L’intensità materiale va calcolata considerando tutte le fasi di vita del
prodotto – estrazione, produzione, distribuzione, uso, riciclo/smaltimento – e
rapportata alla durata del servizio offerto dal bene. L’impronta ecologica di una merce sarà quindi tanto più bassa
quanto minore è il suo zaino ecologico e quanto maggiore è la durata della sua
vita utile e più intenso il suo utilizzo. Nella nuova prospettiva delle
“risorse”, tecnologie che appaiono
eco-compatibili secondo il parametro delle emissioni di carbonio e del
consumo di combustibili fossili, risultano dannose per l’ambiente.
Prendiamo l’auto elettrica e quella a motore ibrido. In generale, nel Material
Input complessivo di un’autovettura il consumo di carburante incide solo
per il 15-20%. Concentrandoci solo sulle emissioni nocive di CO2 riconducibili
a questo, ci si dimentica del restante
80%, responsabile dei maggiori danni all’ambiente. Schmidt Bleek
può affermare a ragione che “Il prezzo ecologico dell’auto elettrica è
notevolmente più elevato di quello delle vetture che vanno a benzina e diesel”
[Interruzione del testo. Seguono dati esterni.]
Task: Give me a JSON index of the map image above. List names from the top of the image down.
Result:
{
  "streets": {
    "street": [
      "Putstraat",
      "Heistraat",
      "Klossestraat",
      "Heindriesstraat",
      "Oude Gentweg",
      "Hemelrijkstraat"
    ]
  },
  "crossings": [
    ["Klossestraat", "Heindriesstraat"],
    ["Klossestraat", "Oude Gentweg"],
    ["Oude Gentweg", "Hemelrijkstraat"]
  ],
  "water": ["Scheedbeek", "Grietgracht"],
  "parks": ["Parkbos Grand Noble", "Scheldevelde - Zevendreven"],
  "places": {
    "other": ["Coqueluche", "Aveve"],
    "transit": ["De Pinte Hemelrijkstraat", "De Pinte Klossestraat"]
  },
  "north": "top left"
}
perché la sua produzione richiede materiali rari come rame e litio, che portano
“sulle proprie spalle”, secondo le tabelle inserite in appendice al libro (pp.
260-287), zaini ecologici molto pesanti. Per ogni kilogrammo di rame prelevato,
per esempio, vengono “disturbati” 500 kg di altri materiali. L’estrazione
massiva di litio dai laghi salati di Cina e Sudamerica sconvolge inoltre
l’equilibro di quegli ecosistemi, con effetti sistemici imprevedibili. Ampie
controindicazioni presentano anche l’utilizzo di biomassa come combustibile “pulito” e i pannelli fotovoltaici.
La produzione di biocarburanti sottrae terreni per l’autosufficienza alimentare
delle popolazioni del Sud America, mentre i pannelli fotovoltaici hanno ancora
un’efficienza ecologica molto bassa: 1,8 kg di materiali naturali per
kilowattora prodotto . Schmidt Bleek critica l’ottimismo naive di chi
ritiene che la maggior incidenza dei servizi sul PIL nelle economie avanzate si
traduca automaticamente in una de-materializzazione delle merci, tale da
disaccoppiare la crescita economica dal consumo di risorse. E’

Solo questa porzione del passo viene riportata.